MEV (maximal extractable value) is the profit a block producer can capture by reordering, inserting, or censoring transactions within a block. Originally named "miner extractable value" on proof-of-work chains, the term was renamed when Ethereum moved to proof-of-stake. MEV shows up as sandwich attacks, liquidation snipes, arbitrage, and DEX front-running — and is measured at hundreds of millions of dollars per year on Ethereum alone.

Also known as: maximal extractable value, miner extractable value

Ask Stingray anything about MEV

How MEV is extracted

Three canonical MEV patterns:

  • Sandwich attack — a searcher sees a pending DEX swap in the mempool, places a buy just before the victim’s transaction (pushing price up), the victim fills at the worse price, the searcher sells into the victim’s slippage. Net profit = the victim’s excess slippage.
  • Liquidation sniping — a searcher monitors underwater DeFi positions (Aave, Compound, MakerDAO) and races to be the first to call the liquidation function once the position crosses the threshold. The liquidation bonus (typically 5-10% of the collateral) is the reward.
  • Back-running arbitrage — after a large DEX swap creates a price gap between that pool and the rest of the market, a searcher immediately rebalances via a follow-up trade. This is the least user-hostile form of MEV; it mostly just restores equilibrium.

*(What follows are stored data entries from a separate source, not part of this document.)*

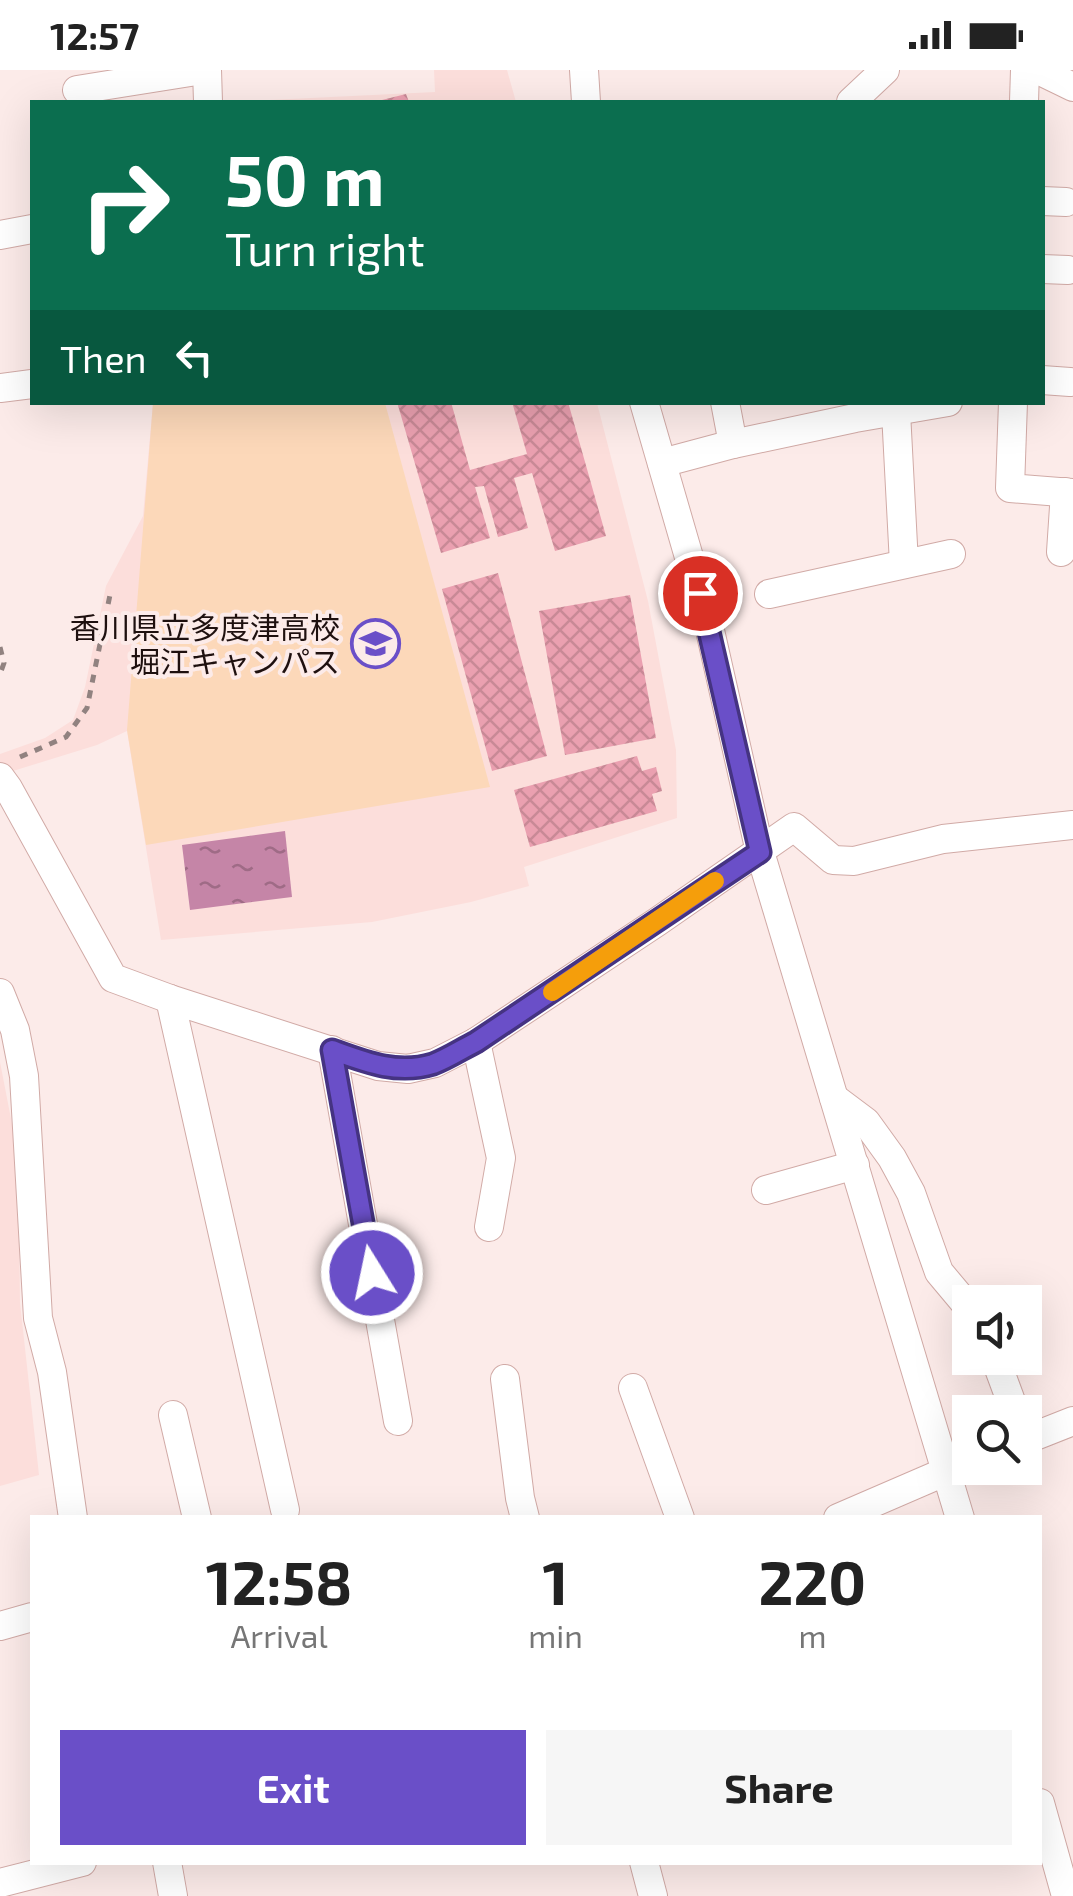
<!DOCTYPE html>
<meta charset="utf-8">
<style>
body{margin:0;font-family:"Exo 2","Noto Sans JP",sans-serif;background:#f6f6f6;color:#222;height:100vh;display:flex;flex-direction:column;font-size:38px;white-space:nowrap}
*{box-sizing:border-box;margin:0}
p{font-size:32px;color:#767676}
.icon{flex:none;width:55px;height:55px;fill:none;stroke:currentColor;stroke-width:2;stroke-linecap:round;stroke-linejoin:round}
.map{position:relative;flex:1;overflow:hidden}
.sheet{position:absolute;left:30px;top:1445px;width:1012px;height:350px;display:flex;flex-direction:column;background:#fff;border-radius:0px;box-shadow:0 10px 40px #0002}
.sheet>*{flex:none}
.top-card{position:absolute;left:30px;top:30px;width:1015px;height:305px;border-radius:0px;box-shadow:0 10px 40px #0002;background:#0b6e4f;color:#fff;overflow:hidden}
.buttons{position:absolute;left:952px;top:1215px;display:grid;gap:20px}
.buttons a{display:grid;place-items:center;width:90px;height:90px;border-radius:0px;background:#fff;box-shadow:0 10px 40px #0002;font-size:50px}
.pin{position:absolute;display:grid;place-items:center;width:85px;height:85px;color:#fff;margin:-42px;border:5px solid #fff;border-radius:50%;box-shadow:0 2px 10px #0007}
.me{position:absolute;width:110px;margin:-55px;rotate:350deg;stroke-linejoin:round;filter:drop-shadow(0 0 8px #0008)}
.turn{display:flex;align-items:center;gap:35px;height:210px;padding:0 30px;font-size:45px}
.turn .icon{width:130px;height:130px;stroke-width:2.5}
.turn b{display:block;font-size:70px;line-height:85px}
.then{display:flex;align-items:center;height:95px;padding:0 30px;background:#0003;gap:20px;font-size:38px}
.eta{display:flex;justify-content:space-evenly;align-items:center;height:170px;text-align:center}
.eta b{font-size:60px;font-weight:700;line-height:70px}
.primary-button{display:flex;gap:20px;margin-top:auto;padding:20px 30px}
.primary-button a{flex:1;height:115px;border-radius:0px;background:#6a4fc8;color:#fff;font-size:40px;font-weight:700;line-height:115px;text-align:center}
.primary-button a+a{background:#f6f6f6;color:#222}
.status{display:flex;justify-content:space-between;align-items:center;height:70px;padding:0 50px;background:#fff;direction:ltr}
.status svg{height:28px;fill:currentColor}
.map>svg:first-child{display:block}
.built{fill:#fcdedb}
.pitch{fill:#fcd8b9}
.water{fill:url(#water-ripples)}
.building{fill:url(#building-cross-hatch)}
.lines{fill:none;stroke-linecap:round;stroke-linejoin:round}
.minor-casing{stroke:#d1aaa6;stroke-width:30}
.path{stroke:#918280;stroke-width:5;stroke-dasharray:8 8;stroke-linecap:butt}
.minor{stroke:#fff;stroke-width:28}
.route-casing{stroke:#453382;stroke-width:25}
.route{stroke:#6a4fc8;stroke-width:18}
.slow{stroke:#f59e0b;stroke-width:18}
.labels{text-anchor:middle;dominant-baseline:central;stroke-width:8;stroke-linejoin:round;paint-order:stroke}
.poi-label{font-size:30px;fill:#1e100f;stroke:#fcebe9;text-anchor:end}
</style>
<div class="status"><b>12:57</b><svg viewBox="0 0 49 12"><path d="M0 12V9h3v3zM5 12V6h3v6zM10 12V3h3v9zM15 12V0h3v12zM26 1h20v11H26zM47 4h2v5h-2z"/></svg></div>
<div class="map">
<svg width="1073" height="1826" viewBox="0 0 1073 1826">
<defs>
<pattern id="water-ripples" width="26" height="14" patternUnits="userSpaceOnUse" patternTransform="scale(2.5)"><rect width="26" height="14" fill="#c585a7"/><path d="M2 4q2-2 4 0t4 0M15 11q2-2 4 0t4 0" fill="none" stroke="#9f6b86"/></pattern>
<pattern id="building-cross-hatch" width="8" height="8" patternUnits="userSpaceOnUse" patternTransform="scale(2.5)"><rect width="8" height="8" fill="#eaa0b0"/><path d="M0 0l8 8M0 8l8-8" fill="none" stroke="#c88996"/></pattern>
</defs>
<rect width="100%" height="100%" fill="#fcebe9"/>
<g class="built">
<polygon points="434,0 507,0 516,32 228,32 435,22"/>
<polygon points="153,333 597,333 648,531 676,680 677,748 524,797 529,816 471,832 372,852 161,870 127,661 97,675 0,705 0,684 45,668 73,650 85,617 106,516 143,446"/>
<polygon points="0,992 18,1085 20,1233 39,1405 0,1416"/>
</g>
<polygon class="pitch" points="153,333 385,333 490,717 146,775 127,660"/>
<polygon class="water" points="285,761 292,827 190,840 182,775"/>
<g class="building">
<polygon points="406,24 409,32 378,32 378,31"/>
<polygon points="397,332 451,332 470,400 527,384 512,332 568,332 606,466 555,481 532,403 514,408 528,458 498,467 484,416 475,417 490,468 441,483"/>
<polygon points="498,503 547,686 492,701 442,519"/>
<polygon points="630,525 656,668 565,685 539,541"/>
<polygon points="637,686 642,701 656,697 662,721 652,724 657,741 530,777 514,720"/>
</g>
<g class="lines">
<defs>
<g id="minor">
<polyline points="207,0 208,32"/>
<polyline points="584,0 586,32"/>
<polyline points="1038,0 1073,17"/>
<polyline points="77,20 203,0"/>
<polyline points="851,32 885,0"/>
<polyline points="1024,32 1025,0"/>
<polyline points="1042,131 1066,132"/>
<polyline points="0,165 32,159"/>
<polyline points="1042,199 1068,200"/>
<polyline points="1042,310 1070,312"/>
<polyline points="0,318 32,314"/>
<polyline points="644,332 709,556 760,782 960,1448"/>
<polyline points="725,332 733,374 855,348 948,332"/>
<polyline points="1013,332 1010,418 1073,423"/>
<polyline points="896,342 904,494"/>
<polyline points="662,393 733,374"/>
<polyline points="1061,482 1065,422"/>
<polyline points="769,524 951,484"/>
<polyline points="0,707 8,718 113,908 170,929 378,996 408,999 435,993 476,972 657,852 794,757 833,790 854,791 943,769 1073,755"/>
<polyline points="0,923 15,960 24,1006 38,1248 52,1302 73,1448"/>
<polyline points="170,929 285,1440"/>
<polyline points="476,972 501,1088 489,1157"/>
<polyline points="332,980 398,1351"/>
<polyline points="834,1028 866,1052 892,1088 911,1123 939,1202 970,1239"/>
<polyline points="766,1120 855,1095"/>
<polyline points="995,1288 1015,1342"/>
<polyline points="505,1309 520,1428 525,1448"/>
<polyline points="633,1318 680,1448"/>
<polyline points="173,1345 197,1448"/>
<polyline points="1025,1370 1073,1351"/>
<polyline points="838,1448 970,1391"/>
<polyline points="0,1556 32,1547"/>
<polyline points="1040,1733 1066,1826"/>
<polyline points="167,1792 173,1826"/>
<polyline points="644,1792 653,1826"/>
<polyline points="0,1813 82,1792"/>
</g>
</defs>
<use href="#minor" class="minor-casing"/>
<g class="path">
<polyline points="0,577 4,593 0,604"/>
<polyline points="20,687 66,667 87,638 111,520"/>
</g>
<use href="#minor" class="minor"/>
</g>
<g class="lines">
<defs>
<path id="route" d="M 372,1203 L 332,980 C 365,992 397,1005 433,994 C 447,989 462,979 476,972 L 760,782 L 700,523"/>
</defs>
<use href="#route" class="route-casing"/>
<use href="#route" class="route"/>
<polyline class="slow" points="552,922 715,811"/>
</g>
<defs>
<symbol id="school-ring" viewBox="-11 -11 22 22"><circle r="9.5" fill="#fcebe9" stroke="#6a4fc8" stroke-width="1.5"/><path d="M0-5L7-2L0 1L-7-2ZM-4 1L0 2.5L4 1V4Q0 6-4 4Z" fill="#6a4fc8"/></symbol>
</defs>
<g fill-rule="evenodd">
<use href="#school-ring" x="348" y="546" width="55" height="55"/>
</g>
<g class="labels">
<g class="poi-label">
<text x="340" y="557">香川県立多度津高校<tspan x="340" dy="34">堀江キャンパス</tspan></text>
</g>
</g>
</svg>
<div class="buttons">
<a><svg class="icon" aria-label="sound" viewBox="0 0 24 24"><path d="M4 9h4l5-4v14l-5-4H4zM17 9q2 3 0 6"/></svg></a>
<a><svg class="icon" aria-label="search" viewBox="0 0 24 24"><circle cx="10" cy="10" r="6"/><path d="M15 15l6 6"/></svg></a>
</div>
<div class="pin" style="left:700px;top:523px;background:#d93025"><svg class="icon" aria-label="arrive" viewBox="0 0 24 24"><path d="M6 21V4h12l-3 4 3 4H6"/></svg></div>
<svg class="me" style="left:372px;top:1203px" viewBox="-20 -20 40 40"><circle r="17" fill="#6a4fc8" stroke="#fff" stroke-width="3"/><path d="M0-11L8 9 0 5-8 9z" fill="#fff"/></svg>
<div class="top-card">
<div class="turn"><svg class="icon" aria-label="right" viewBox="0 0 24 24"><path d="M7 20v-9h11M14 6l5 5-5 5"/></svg><div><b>50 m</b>Turn right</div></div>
<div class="then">Then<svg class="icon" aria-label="left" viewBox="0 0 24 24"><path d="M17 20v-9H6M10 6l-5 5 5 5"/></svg></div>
</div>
<section class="sheet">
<div class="eta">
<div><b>12:58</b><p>Arrival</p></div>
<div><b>1</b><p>min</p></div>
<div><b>220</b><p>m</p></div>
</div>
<div class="primary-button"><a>Exit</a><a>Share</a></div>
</section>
</div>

On Ethereum, MEV is auctioned via MEV-Boost and Flashbots — validators outsource block-building to specialized builders who run sealed auctions for transaction ordering rights.

Why MEV matters for traders

MEV is a hidden tax on any transaction that leaks information about a price move. DEX traders who set slippage tolerance too high can be sandwiched for the full slippage; large swaps on thin pools can lose 1-3% to MEV even with reasonable settings.

Defenses that work in practice:

  • Private mempools — tools like MEV-Share, CoW Protocol, and Flashbots Protect route transactions through private channels so searchers can’t see them until included in a block.
  • DEX aggregators with MEV protection — 1inch Fusion, CoW Swap, and Paraswap use batch auctions or private routing to internalize or neutralize MEV.
  • Tight slippage tolerance — setting 0.5% tolerance on a transaction means a sandwich that would require 2% has no room to profit; the attacker won’t touch it.

Risks and considerations

MEV is not going away — it’s an inherent feature of transparent block-ordered systems. The research frontier (PBS proposer-builder separation, SUAVE, encrypted mempools) aims to redistribute MEV more fairly rather than eliminate it. For protocol designers, accounting for MEV is mandatory — any lending, DEX, or oracle protocol that ignores MEV will eventually be exploited by sophisticated searchers. For traders, the practical stance is: understand your venue’s MEV profile, use protected routes for large swaps, and treat every on-chain transaction as a public broadcast.